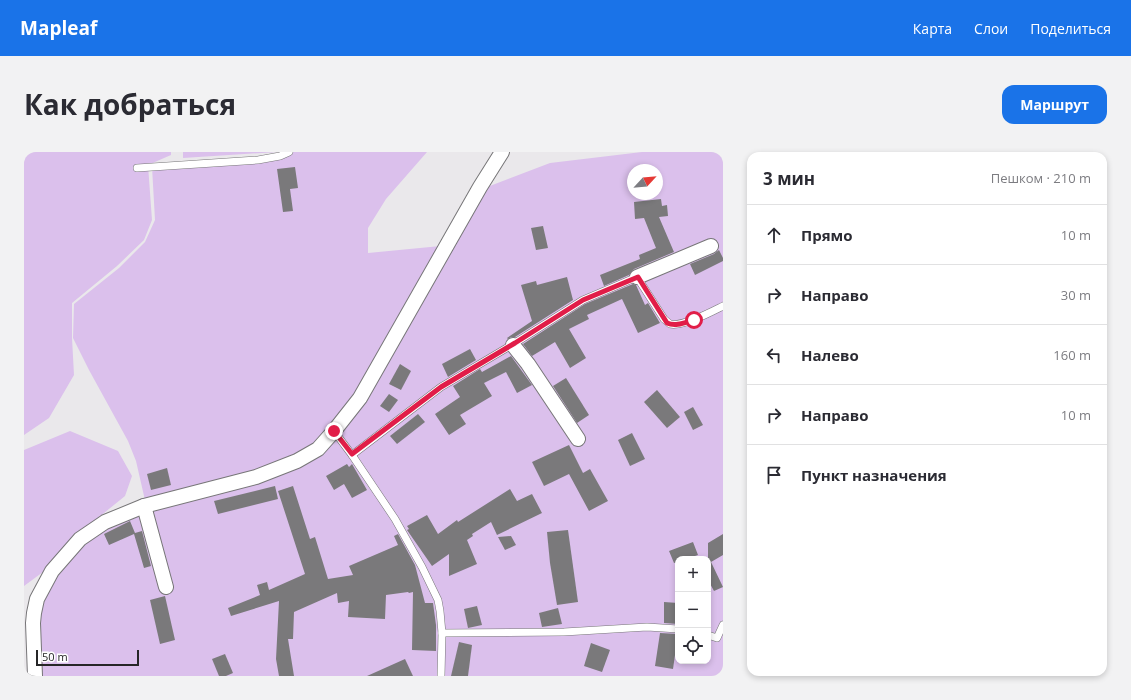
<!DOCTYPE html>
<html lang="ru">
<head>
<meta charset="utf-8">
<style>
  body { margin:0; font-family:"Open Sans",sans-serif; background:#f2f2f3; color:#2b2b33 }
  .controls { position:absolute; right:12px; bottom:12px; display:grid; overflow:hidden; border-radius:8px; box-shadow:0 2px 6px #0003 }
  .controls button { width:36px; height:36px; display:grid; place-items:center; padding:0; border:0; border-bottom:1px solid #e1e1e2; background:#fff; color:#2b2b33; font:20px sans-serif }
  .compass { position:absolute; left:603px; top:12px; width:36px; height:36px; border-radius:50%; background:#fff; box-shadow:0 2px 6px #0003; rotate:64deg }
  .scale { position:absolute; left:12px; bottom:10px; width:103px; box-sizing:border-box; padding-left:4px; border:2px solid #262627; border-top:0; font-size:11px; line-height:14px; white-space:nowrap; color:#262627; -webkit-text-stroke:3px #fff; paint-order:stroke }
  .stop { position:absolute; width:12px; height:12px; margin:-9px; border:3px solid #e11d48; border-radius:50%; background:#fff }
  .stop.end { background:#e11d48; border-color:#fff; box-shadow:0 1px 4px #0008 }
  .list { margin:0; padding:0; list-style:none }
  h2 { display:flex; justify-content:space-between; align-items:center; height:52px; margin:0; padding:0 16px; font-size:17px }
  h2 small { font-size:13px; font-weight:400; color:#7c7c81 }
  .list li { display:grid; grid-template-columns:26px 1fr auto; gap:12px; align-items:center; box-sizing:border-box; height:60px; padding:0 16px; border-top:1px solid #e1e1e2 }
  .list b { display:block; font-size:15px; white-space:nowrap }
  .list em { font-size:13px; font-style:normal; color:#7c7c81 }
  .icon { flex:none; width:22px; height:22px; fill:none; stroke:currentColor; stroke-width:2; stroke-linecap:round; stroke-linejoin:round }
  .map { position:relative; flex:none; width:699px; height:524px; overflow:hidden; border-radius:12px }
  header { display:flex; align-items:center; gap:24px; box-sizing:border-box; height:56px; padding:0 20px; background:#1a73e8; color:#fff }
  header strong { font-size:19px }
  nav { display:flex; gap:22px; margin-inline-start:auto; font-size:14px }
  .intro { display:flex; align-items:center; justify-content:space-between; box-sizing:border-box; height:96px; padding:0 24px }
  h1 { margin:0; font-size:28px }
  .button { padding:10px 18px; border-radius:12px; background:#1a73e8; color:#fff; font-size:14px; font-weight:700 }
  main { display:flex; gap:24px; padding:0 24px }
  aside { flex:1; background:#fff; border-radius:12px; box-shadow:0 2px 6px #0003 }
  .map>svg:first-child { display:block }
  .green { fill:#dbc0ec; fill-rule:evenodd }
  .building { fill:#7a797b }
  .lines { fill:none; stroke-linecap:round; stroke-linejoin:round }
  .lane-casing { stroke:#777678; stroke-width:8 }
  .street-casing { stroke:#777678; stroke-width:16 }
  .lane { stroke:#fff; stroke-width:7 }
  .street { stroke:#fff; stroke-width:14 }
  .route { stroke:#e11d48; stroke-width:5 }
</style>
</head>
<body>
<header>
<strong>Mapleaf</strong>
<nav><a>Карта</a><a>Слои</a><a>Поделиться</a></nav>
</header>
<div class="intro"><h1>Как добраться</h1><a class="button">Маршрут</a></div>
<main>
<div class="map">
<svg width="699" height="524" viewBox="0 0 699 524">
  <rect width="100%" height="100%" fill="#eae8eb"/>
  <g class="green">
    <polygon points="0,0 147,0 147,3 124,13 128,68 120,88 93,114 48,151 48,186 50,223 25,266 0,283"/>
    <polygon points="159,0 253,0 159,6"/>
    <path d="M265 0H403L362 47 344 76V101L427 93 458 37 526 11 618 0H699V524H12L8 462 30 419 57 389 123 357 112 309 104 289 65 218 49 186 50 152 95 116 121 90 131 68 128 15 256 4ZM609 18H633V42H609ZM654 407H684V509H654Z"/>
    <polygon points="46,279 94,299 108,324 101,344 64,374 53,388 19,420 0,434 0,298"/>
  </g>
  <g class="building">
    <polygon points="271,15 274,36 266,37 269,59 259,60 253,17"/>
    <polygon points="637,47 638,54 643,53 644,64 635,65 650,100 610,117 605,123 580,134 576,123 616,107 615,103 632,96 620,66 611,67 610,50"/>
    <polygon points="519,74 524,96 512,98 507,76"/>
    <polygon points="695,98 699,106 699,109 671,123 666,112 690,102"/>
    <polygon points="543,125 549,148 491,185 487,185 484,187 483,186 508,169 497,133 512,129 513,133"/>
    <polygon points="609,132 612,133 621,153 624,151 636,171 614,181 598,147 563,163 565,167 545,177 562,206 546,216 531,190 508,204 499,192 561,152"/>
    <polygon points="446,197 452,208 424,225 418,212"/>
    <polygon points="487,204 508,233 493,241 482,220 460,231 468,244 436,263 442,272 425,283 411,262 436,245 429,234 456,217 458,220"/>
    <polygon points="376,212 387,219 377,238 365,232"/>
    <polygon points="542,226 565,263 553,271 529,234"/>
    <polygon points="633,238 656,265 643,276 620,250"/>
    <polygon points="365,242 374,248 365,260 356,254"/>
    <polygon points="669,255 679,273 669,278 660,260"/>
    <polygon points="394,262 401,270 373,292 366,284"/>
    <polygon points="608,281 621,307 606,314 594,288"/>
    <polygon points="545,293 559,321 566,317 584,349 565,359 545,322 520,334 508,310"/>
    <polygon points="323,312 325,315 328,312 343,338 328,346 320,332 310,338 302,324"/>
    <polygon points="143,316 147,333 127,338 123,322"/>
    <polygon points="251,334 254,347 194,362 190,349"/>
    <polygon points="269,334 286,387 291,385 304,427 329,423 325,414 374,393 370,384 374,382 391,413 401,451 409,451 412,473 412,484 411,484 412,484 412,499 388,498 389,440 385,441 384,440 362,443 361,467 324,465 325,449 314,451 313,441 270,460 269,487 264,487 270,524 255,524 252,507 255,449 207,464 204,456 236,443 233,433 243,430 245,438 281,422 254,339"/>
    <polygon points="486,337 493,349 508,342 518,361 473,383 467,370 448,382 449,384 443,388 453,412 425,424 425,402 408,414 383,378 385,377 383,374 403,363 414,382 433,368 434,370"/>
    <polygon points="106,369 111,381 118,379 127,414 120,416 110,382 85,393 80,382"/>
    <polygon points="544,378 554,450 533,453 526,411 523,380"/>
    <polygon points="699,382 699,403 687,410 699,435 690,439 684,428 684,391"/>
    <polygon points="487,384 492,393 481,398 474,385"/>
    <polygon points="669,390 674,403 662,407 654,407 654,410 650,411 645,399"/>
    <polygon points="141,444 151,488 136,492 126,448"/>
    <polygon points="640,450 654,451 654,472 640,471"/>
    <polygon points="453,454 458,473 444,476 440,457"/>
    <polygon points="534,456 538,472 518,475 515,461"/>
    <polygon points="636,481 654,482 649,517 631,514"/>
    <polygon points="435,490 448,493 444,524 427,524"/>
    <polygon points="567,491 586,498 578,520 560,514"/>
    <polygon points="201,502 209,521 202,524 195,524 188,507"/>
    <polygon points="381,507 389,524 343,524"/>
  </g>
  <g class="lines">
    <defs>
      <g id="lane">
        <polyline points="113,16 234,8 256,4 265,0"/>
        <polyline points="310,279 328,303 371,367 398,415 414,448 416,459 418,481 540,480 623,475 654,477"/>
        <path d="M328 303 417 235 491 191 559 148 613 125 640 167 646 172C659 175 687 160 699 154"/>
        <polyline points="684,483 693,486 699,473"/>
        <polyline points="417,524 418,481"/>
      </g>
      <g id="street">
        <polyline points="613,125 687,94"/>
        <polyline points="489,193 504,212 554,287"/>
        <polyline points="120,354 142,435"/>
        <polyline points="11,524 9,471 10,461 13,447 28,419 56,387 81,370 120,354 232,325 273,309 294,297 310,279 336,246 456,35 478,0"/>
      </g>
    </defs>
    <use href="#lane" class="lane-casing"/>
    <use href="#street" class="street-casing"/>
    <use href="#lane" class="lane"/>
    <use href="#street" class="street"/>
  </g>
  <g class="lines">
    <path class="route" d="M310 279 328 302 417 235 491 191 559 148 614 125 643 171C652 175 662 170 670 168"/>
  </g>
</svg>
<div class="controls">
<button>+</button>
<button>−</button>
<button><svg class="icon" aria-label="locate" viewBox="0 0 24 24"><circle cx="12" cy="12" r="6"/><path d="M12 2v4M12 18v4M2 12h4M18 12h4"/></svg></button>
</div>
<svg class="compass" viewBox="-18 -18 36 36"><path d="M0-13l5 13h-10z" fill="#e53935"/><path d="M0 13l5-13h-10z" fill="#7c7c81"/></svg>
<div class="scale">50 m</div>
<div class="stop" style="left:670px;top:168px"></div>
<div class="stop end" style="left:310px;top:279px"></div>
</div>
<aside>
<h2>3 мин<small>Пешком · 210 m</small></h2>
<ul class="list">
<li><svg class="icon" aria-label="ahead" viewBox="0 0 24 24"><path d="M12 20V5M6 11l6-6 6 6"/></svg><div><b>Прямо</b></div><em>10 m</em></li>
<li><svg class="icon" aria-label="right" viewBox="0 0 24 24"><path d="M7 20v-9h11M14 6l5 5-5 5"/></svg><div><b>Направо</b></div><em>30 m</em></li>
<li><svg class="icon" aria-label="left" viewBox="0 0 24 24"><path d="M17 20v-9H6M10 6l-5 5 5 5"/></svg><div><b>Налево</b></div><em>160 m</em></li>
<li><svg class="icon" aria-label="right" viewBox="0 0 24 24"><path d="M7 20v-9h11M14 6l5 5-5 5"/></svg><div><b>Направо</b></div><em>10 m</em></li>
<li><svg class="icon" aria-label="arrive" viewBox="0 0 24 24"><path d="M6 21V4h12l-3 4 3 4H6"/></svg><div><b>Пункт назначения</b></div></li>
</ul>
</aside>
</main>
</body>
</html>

▬▬▬▬▬▬

**Required work:** Report how many lines of the entries hold the word "grid". Nothing else is needed.

**Answer to this task:** 3